Extracted material: Begin
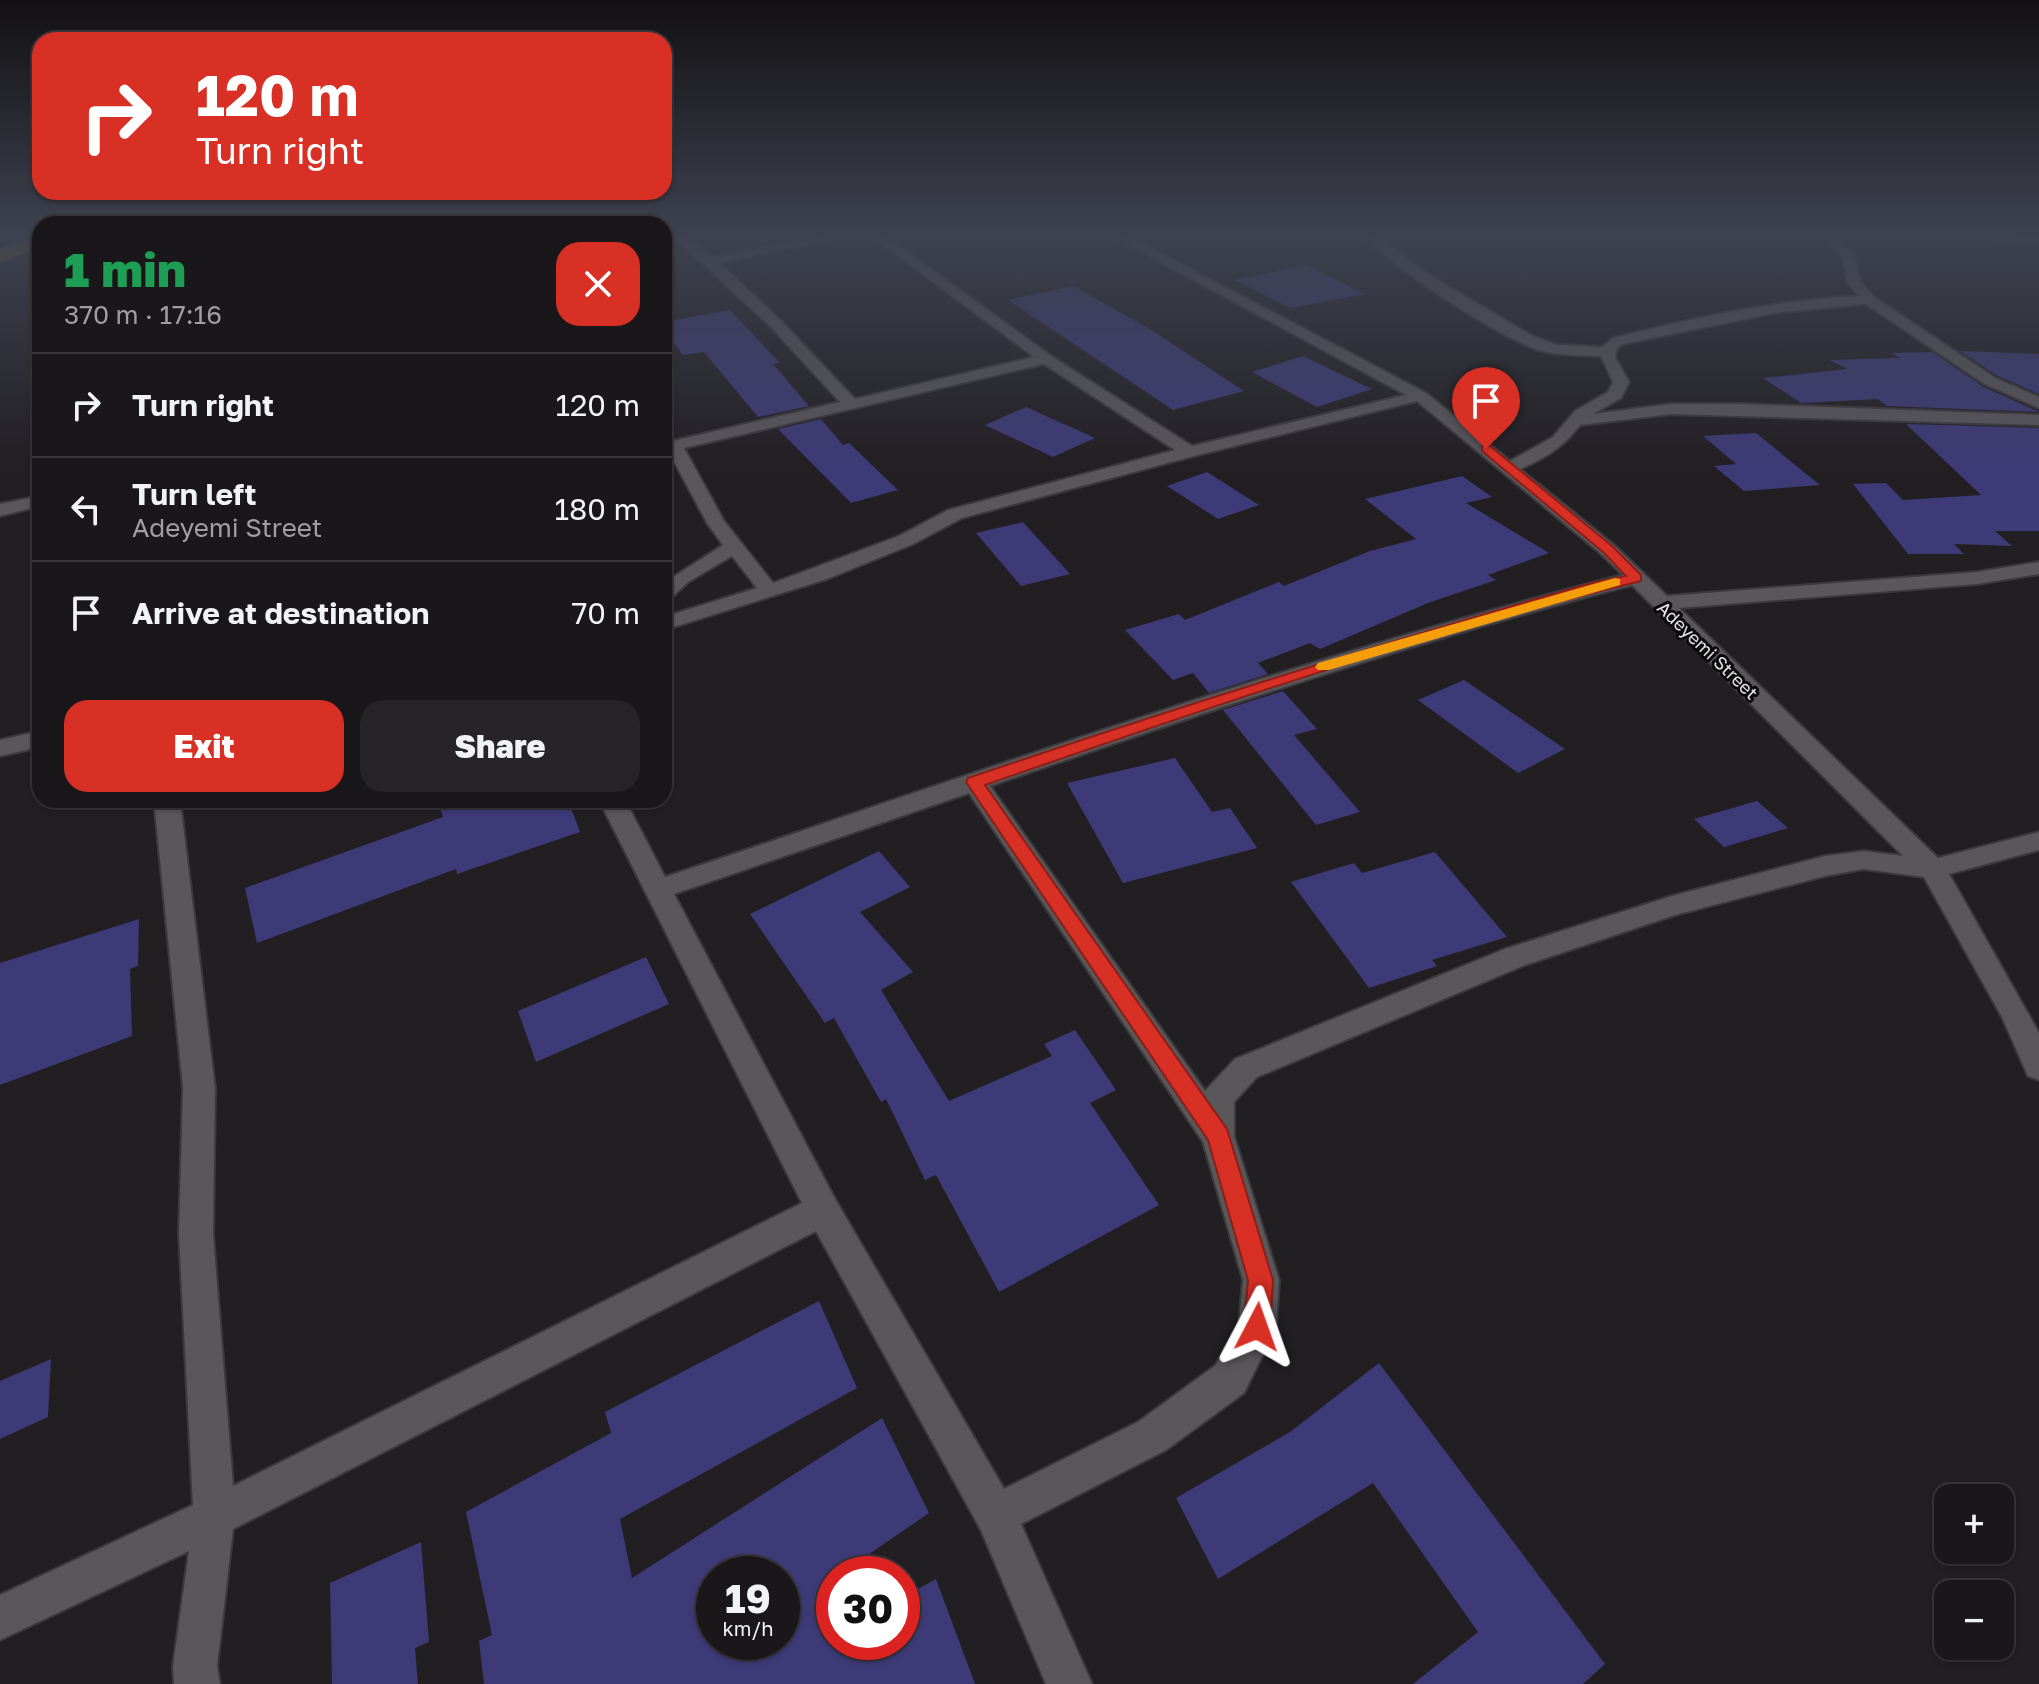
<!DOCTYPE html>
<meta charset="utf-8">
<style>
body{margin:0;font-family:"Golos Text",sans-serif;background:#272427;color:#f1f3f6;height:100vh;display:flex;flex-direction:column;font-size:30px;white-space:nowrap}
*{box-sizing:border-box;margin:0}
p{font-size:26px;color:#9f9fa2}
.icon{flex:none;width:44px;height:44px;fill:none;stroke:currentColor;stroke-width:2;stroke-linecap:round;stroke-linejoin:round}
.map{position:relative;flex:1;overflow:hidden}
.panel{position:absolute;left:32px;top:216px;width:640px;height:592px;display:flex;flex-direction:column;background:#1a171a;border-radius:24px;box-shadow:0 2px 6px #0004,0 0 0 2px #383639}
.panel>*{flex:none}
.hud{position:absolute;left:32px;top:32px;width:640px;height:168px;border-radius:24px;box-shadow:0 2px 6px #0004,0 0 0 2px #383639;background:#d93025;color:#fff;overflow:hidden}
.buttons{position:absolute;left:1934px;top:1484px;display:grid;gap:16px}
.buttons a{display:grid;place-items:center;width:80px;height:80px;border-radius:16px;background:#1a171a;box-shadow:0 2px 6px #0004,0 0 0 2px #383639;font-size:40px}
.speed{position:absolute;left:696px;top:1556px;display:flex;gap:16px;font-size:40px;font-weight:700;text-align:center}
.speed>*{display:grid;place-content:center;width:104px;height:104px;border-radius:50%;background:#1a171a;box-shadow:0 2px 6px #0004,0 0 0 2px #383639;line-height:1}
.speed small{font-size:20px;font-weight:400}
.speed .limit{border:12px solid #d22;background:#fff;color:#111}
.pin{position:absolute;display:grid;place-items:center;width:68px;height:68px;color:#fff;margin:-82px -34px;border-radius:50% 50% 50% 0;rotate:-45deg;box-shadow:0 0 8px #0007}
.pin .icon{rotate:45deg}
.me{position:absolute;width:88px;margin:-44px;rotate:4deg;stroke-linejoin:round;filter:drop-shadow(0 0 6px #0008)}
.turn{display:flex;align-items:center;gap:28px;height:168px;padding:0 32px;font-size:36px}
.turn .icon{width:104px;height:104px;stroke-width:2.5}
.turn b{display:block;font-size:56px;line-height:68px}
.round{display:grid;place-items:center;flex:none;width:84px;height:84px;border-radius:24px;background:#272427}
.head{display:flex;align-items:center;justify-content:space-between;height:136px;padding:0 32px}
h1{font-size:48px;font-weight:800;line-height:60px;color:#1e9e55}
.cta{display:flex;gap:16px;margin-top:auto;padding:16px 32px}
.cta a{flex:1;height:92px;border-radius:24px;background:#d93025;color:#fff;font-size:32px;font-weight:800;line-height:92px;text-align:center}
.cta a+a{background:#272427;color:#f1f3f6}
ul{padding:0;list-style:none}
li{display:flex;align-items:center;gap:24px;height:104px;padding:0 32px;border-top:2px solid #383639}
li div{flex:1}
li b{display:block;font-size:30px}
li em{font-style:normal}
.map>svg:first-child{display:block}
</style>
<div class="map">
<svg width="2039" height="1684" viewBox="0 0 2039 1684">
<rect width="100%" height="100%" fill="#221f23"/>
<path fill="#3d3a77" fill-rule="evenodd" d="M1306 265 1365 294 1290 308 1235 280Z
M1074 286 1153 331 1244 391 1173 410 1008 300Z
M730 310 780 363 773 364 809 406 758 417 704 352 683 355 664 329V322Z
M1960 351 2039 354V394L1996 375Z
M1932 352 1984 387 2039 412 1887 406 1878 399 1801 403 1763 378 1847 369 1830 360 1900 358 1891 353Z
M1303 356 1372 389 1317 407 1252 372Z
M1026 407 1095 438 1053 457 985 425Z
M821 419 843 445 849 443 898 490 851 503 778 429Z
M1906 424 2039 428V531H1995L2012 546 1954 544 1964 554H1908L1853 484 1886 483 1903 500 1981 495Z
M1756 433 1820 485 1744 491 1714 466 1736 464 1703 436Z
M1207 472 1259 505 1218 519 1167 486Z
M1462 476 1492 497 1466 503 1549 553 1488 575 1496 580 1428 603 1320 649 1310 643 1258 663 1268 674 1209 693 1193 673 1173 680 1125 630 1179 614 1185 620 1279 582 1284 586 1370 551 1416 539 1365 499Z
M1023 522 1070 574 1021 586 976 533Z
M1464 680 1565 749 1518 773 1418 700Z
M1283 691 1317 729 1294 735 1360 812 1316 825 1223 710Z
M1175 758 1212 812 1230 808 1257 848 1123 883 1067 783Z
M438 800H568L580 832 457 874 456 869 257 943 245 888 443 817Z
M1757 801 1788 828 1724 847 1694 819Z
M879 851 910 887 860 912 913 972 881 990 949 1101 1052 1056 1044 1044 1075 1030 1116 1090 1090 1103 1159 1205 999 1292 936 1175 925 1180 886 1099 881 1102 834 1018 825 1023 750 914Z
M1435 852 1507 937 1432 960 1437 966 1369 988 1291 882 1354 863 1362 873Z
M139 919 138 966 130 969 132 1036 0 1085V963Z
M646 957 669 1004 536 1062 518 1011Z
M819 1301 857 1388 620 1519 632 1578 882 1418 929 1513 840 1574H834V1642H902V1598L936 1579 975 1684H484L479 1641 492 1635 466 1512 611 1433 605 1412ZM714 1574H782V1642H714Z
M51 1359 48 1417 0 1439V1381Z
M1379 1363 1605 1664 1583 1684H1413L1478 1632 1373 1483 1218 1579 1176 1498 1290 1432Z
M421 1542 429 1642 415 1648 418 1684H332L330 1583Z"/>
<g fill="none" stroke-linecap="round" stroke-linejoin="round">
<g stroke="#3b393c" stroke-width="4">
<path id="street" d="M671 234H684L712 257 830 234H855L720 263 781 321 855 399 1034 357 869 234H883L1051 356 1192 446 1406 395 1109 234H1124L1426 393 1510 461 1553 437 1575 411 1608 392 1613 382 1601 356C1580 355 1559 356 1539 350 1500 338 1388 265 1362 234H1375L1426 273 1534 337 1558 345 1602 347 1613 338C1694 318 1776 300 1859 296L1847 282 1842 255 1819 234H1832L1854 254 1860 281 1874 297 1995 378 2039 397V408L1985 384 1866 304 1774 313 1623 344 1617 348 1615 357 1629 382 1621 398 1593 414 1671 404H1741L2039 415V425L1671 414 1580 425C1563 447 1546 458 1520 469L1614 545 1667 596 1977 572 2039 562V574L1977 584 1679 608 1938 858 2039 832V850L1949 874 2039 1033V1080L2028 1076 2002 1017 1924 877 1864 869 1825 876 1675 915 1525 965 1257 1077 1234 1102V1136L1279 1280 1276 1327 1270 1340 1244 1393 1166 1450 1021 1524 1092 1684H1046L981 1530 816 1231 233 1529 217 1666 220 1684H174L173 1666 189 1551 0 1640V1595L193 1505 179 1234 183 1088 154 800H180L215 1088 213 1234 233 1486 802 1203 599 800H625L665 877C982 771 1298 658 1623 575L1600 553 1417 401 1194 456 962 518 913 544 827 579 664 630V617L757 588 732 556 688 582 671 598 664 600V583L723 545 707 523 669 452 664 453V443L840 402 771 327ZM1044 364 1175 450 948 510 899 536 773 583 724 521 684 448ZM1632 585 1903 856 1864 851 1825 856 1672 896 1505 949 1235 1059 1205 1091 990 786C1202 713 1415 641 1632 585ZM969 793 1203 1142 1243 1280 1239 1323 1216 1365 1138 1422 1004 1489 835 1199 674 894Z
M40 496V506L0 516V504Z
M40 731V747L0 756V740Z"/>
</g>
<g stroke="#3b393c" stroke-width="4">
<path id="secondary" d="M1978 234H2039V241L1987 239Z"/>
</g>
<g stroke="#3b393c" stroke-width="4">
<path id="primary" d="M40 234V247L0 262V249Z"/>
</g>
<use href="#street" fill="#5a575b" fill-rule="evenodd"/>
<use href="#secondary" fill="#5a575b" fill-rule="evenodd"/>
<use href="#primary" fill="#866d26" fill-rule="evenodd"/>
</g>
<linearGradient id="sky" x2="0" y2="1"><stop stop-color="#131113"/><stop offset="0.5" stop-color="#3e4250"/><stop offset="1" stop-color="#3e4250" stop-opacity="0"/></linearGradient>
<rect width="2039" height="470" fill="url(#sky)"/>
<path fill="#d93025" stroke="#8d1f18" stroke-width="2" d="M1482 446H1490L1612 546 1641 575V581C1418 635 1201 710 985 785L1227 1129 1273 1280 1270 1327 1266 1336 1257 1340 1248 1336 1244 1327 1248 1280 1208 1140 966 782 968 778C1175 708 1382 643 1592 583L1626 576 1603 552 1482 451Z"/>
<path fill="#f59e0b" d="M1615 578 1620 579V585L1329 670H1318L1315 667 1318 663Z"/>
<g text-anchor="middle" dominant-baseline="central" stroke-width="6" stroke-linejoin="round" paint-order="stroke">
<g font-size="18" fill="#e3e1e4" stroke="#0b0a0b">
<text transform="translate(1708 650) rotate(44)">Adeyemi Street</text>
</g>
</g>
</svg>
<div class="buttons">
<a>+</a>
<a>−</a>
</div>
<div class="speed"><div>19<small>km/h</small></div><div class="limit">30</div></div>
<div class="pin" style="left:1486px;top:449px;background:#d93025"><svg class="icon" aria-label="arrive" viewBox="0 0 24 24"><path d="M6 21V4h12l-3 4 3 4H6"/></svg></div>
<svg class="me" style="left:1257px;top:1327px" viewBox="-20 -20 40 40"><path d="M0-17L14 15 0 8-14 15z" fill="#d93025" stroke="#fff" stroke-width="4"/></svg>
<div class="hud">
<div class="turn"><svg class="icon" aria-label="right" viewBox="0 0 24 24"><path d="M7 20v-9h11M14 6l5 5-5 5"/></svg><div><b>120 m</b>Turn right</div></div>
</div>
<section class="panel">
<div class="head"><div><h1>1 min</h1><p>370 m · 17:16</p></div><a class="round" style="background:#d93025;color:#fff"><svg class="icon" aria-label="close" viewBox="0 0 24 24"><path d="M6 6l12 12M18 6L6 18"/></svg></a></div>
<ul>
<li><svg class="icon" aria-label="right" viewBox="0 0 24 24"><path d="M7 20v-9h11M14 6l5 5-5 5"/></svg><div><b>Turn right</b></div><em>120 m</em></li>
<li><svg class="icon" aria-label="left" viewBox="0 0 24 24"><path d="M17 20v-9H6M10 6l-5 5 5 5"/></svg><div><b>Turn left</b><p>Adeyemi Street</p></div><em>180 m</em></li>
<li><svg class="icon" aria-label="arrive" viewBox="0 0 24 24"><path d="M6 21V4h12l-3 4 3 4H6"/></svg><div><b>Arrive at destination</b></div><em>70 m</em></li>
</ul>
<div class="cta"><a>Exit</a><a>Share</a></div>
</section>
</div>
Extracted material: End
◆ **What is needed**:
Give the number of lines in the records that hold the word "primary", with no other words.

◆ **Finished exercise**:
2